Liposomes post inserted with GNeo on their surface were prepared as described above, replacing the low MW dye with IDUA. The amount of encapsulated enzyme was evaluated by SDS-PAGE (Fig. S2, ESI†) and checked for activity by measuring the conversion of 4-methylumbelliferyl α-L-iduronide into the fluorophore 4-methylumbelliferone (4-MU).³⁶ Cellular uptake was assessed in IDUA-deficient MPS I fibroblasts. The cells were incubated with the liposomes for 1 h at 37 °C then lysed and analyzed for IDUA activity using the above mentioned fluorescence-based assay. Low enzyme activity was observed in cells treated with plain liposomes; on the other hand, cells treated with GNeosomes show more than ten-fold higher enzyme activity than untreated MPS I cells (Fig. 3a). Liposomes post-inserted with 1.8% stearyl-GNeo delivered almost twice as much active enzyme to cells than liposomes post-inserted with 0.9% stearyl-GNeo, similar to the enhanced uptake of Cy5 at higher concentrations of stearyl-GNeo (Fig. 2). The di-oleyl-GNeosomes also exhibited an uptake pattern similar to the delivery of Cy5 with the pre-inserted and post-inserted liposomes behaving similarly.

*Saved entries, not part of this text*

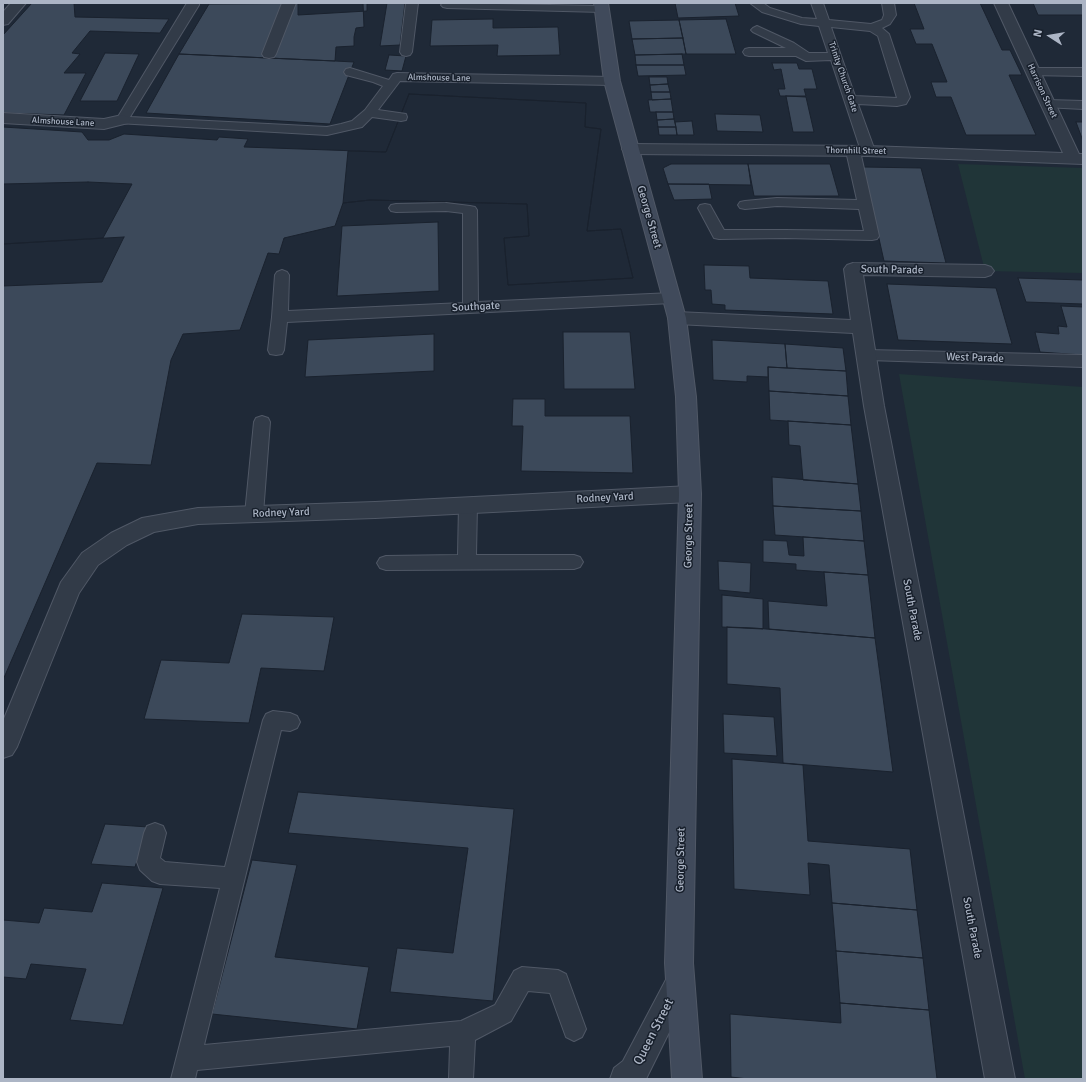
<!DOCTYPE html>
<style>
body{margin:0}
#map{position:relative;width:1086px;height:1082px;overflow:hidden;background:#1f2937;font-family:Signika,sans-serif}
canvas{display:block}
.frame{position:absolute;inset:0;border:4px solid #acb5c5;pointer-events:none}
.north{position:absolute;left:1030px;top:16px;width:40px;height:40px;-webkit-text-stroke:3px #18202c;paint-order:stroke;rotate:282deg;font-size:11px;font-weight:700;line-height:16px;text-align:center;color:#acb5c5}
.north::after{content:'';display:block;margin:auto;width:14px;height:18px;background:#acb5c5;clip-path:polygon(50% 0,100% 100%,50% 72%,0 100%)}
</style>
<div id="map">
<canvas width="1086" height="1082"></canvas>
<div class="frame"></div>
<div class="north">N</div>
</div>
<script>
const context = document.querySelector('canvas').getContext('2d');
context.lineJoin = 'round';
function paint(path, color) { context.fillStyle = color; context.fill(path, 'evenodd'); }
const shape = rows => new Path2D(rows.map(r => 'M' + r).join(''));
function stroke(path, color, width, dash) { context.strokeStyle = color; context.lineWidth = width; context.lineCap = dash ? 'butt' : 'round'; context.setLineDash(dash || []); context.stroke(path); }
function drawText(font, color, halo, rows, align = 'center') {
  context.font = font + ' Signika,sans-serif'; context.lineWidth = 3; context.setLineDash([]); context.textBaseline = 'middle'; context.strokeStyle = halo; context.fillStyle = color; for (const [text, x, y, turn = 0] of rows) {
    context.save(); context.translate(x, y); context.rotate((+turn || 0) * Math.PI / 180); context.textAlign = isNaN(turn) ? turn : align; if (halo) context.strokeText(text, 0, 0); context.fillText(text, 0, 0); context.restore();
  }
}
const green = shape([
 [958,164,1083,168,1083,273,985,271],
 [899,374,1083,387,1083,1079,1025,1079]
]);
const building = shape([
 [32,3,74,3,75,17,169,19,160,33,90,31,72,53,80,54,64,73,86,73,64,115,3,113,3,35,32,3],
 [298,3,367,3,367,11,298,15,298,3],
 [363,3,364,27,356,28,354,37,354,46,336,47,335,61,179,54,209,4,363,3],
 [387,3,405,3,400,45,380,46,387,3],
 [675,3,735,3,739,16,678,18,675,3],
 [914,3,980,3,1002,50,1010,50,1022,75,1009,75,1036,135,966,135,951,97,936,97,931,82,947,82,932,44,916,44,910,29,924,29,914,3],
 [1033,3,1083,3,1083,15,1038,15,1033,3],
 [493,19,493,28,558,27,560,55,497,56,498,45,430,46,432,20,493,19],
 [726,19,736,54,686,54,679,20,726,19],
 [679,20,683,38,632,39,629,21,679,20],
 [683,38,686,54,635,55,632,39,683,38],
 [105,53,139,54,117,101,80,101,105,53],
 [179,54,335,61,354,62,330,124,146,113,179,54],
 [682,54,684,65,636,65,635,55,682,54],
 [389,55,406,56,402,71,385,70,389,55],
 [772,63,797,63,799,69,812,69,817,89,804,89,806,96,780,96,778,89,785,89,781,69,774,70,772,63],
 [636,65,684,65,686,75,638,76,636,65],
 [649,77,667,77,668,84,650,85,649,77],
 [668,84,670,92,651,92,650,85,668,84],
 [651,92,670,92,671,99,652,100,651,92],
 [409,94,586,103,585,127,601,129,587,231,621,229,633,278,508,285,504,238,529,236,527,204,370,200,343,203,335,226,284,238,279,254,268,253,240,330,183,334,171,360,151,465,97,463,3,680,3,127,82,132,88,140,109,140,124,134,217,140,219,137,248,139,244,147,386,152,409,94],
 [409,94,586,103,585,127,601,129,587,231,621,229,633,278,508,285,504,238,529,236,527,204,370,200,343,203,348,151,386,152,409,94],
 [786,96,806,97,814,132,793,132,786,96],
 [671,99,673,112,650,112,648,100,671,99],
 [656,112,673,112,674,119,657,120,656,112],
 [715,114,760,115,763,132,717,131,715,114],
 [674,119,676,127,658,127,657,120,674,119],
 [692,121,694,135,677,135,675,122,692,121],
 [1076,122,1083,122,1083,141,1076,122],
 [658,127,676,127,677,135,659,135,658,127],
 [671,164,748,164,751,185,668,184,663,168,671,164],
 [748,164,830,164,839,196,754,196,748,164],
 [863,167,921,168,946,263,884,261,863,167],
 [88,182,132,184,103,238,3,244,3,184,88,182],
 [668,184,709,184,712,199,674,200,668,184],
 [438,222,439,291,337,296,342,226,438,222],
 [124,237,102,282,3,286,3,244,124,237],
 [704,265,749,266,750,278,828,281,833,314,725,310,725,305,712,304,711,290,705,290,704,265],
 [1018,278,1083,280,1083,304,1026,302,1018,278],
 [887,284,996,288,1012,344,898,340,887,284],
 [1061,306,1083,307,1083,355,1040,352,1035,332,1059,334,1058,326,1067,327,1061,306],
 [563,332,630,332,635,389,564,389,563,332],
 [434,334,434,371,305,377,308,340,434,334],
 [712,340,785,344,787,368,768,367,768,377,747,376,747,382,713,380,712,340],
 [785,344,843,348,846,371,787,368,785,344],
 [768,367,846,371,848,396,769,391,768,367],
 [769,391,848,396,851,425,770,420,769,391],
 [513,399,545,399,545,416,630,416,633,473,521,471,523,426,512,426,513,399],
 [788,421,851,425,858,484,803,480,800,446,789,445,788,421],
 [772,477,858,484,861,511,773,506,772,477],
 [773,506,861,511,864,541,775,535,773,506],
 [803,537,864,541,868,575,796,570,796,564,763,562,763,540,787,541,789,555,804,556,803,537],
 [718,561,751,563,750,593,719,590,718,561],
 [824,572,868,575,875,638,769,629,768,601,827,606,824,572],
 [722,595,763,599,763,629,722,627,722,595],
 [242,614,334,617,324,671,261,668,249,723,144,719,161,660,229,663,242,614],
 [727,627,754,628,875,638,893,772,783,763,780,688,727,684,727,627],
 [723,714,774,717,777,756,724,753,723,714],
 [732,759,803,765,808,841,910,849,917,910,832,903,829,865,808,863,810,895,734,889,732,759],
 [298,792,514,809,493,1001,390,992,397,948,453,953,468,848,288,833,298,792],
 [105,824,148,827,135,867,91,864,105,824],
 [252,860,297,865,275,957,369,967,357,1029,212,1014,252,860],
 [102,883,163,888,123,1025,70,1020,86,969,31,964,26,979,3,977,3,920,39,923,44,908,92,912,102,883],
 [832,903,917,910,923,958,836,951,832,903],
 [836,951,923,958,929,1010,840,1003,836,951],
 [840,1003,929,1010,937,1079,748,1079,731,1077,730,1014,841,1023,840,1003]
]);
const lane = shape([
 [187,3,199,3,199,5,130,117,327,127,341,124,352,121,365,110,383,86,373,82,346,75,344,72,346,69,350,68,389,80,393,74,397,73,612,77,616,78,618,81,616,84,612,85,400,81,378,110,406,114,407,117,406,120,401,121,372,117,362,127,327,135,117,123,116,120,187,3],
 [406,3,418,3,412,52,410,55,406,56,402,55,400,52,406,3],
 [443,3,602,6,606,7,608,9,606,11,602,12,447,8,443,7,441,5,443,3],
 [750,3,763,3,770,8,802,18,817,19,811,3,823,3,829,20,871,24,882,20,884,15,882,3,894,3,896,15,890,24,882,28,889,34,910,97,906,104,897,106,858,104,875,151,873,154,863,154,861,151,831,60,806,61,796,56,749,56,745,55,743,52,745,49,749,48,786,48,753,32,751,30,753,28,757,26,794,43,809,53,828,53,819,26,801,24,762,12,750,3],
 [831,27,870,31,878,36,897,98,855,96,831,27],
 [1033,68,1083,68,1083,76,1029,75,1027,72,1029,69,1033,68],
 [1048,100,1083,101,1083,109,1044,107,1042,104,1044,101,1048,100],
 [853,147,858,148,860,151,879,236,877,239,872,240,785,238,719,239,714,238,698,208,700,205,705,204,710,205,724,230,785,230,864,231,859,209,777,206,745,209,740,208,738,205,740,202,745,201,777,198,857,200,846,151,848,148,853,147],
 [446,203,470,206,475,207,477,210,478,302,672,293,677,294,680,298,677,302,672,303,287,322,284,350,282,354,276,355,270,354,268,350,272,317,275,275,277,272,282,270,287,272,289,275,288,311,463,303,463,213,446,211,396,212,391,211,389,208,391,205,396,204,446,203],
 [868,350,1083,355,1083,367,868,360,862,359,860,355,862,351,868,350],
 [262,416,268,418,270,422,263,514,260,519,254,521,248,519,245,514,254,422,256,418,262,416],
 [468,498,474,500,477,505,476,555,574,555,580,557,583,562,580,567,574,569,386,570,380,568,377,563,380,558,386,556,458,555,459,505,462,500,468,498],
 [273,711,290,713,297,716,300,722,297,728,290,731,281,730,204,1045,461,1021,495,1005,514,971,522,967,558,970,566,974,586,1029,582,1037,574,1041,566,1037,550,993,528,991,511,1021,475,1040,473,1079,449,1079,450,1046,197,1070,195,1079,171,1079,220,888,160,884,152,881,140,870,137,862,144,833,147,826,155,823,163,826,166,833,160,858,165,862,225,867,263,720,266,714,273,711]
]);
const street = shape([
 [11,3,26,3,8,24,3,25,3,12,11,3],
 [282,3,296,3,276,54,274,57,269,58,264,57,262,54,282,3],
 [994,3,1008,3,1079,154,1083,154,1083,164,868,156,630,154,624,152,622,149,624,146,630,144,868,146,1063,153,994,3],
 [3,113,104,119,122,115,128,117,130,120,128,123,104,129,3,123,3,113],
 [853,263,985,265,991,267,994,271,991,275,985,277,863,275,884,406,1015,1079,985,1079,864,406,853,333,677,324,670,322,668,318,670,314,677,312,851,320,844,269,847,265,853,263],
 [690,486,698,488,701,494,698,500,690,502,375,518,198,524,154,532,127,545,98,565,79,593,17,747,12,755,3,758,3,721,61,582,82,553,111,533,142,518,198,508,375,502,690,486],
 [680,968,690,972,694,982,646,1079,610,1079,614,1068,623,1061,670,972,680,968]
]);
const secondary = shape([
 [594,3,608,3,620,81,686,318,696,397,701,494,693,963,702,1079,672,1079,665,963,679,494,676,397,668,318,604,81,594,3]
]);
const farStreetnames = [
 ["Trinity Church Gate",843,77,71],
 ["Almshouse Lane",439,78,1],
 ["Harrison Street",1042,91,65],
 ["Almshouse Lane",63,122,3],
 ["Thornhill Street",856,151,1]
];
const streetNames = [
 ["George Street",649,217,74],
 ["South Parade",892,270,1],
 ["Southgate",476,307,-3],
 ["West Parade",975,358,2],
 ["Rodney Yard",605,498,-3],
 ["Rodney Yard",281,513,-2],
 ["George Street",689,536,-89],
 ["South Parade",912,610,79],
 ["George Street",681,860,-89],
 ["South Parade",972,928,79]
];
const nearStreetnames = [
 ["Queen Street",654,1032,-63]
];
paint(green, '#203538');
paint(building, '#3c495a');
stroke(building, '#1a222e', 1);
stroke(lane, '#505866', 2);
stroke(street, '#505866', 2);
stroke(secondary, '#505866', 2);
paint(lane, '#323b48');
paint(street, '#323b48');
paint(secondary, '#404a5b');
drawText('9px', '#acb5c5', '#18202c', farStreetnames);
drawText('11px', '#acb5c5', '#18202c', streetNames);
drawText('13px', '#acb5c5', '#18202c', nearStreetnames);
</script>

Fig. 3 Liposomal delivery of IDUA. (a) MPS I fibroblasts were treated for 1 h at 37 °C with 500 μg mL⁻¹ plain liposomes or GNeosomes containing 2.5 μg mL⁻¹ IDUA. The cells were lifted, lysed, and assayed for IDUA activity by the fluorescent 4-MU assay. Cells were also treated with 2.5 μg mL⁻¹ GNeo-conjugated IDUA (GNeo–IDUA) for comparison. Analysis of variance showed that the differences between plain liposomes and GNeosomes were significant (P = 0.007 to <0.0001). (b) MPS I fibroblasts were radiolabeled with [³⁵S]-sulfate and chased for 24 hours with 100 μg mL⁻¹ plain or GNeo-decorated liposomes containing 0.2 μg mL⁻¹ IDUA. The amount of [³⁵S]glycosaminoglycan remaining was measured by liquid scintillation counting (cpm = counts per minute). Cells were also treated with 0.2 μg mL⁻¹ of GNeo-conjugated IDUA (GNeo–IDUA) for comparison. The dotted line represents the amount of [³⁵S]glycosaminoglycan remaining in control fibroblasts (HFF) radiolabeled with [³⁵S]-sulfate and chased for 24 hours without enzyme supplementation. The experiment was performed twice (with different batches of liposomes) in triplicate. Analysis of variance showed that the differences between plain liposomes and GNeosomes were significant (P < 0.0005). The difference between untreated MPS I cells and plain liposomes was also significant (P = 0.0002).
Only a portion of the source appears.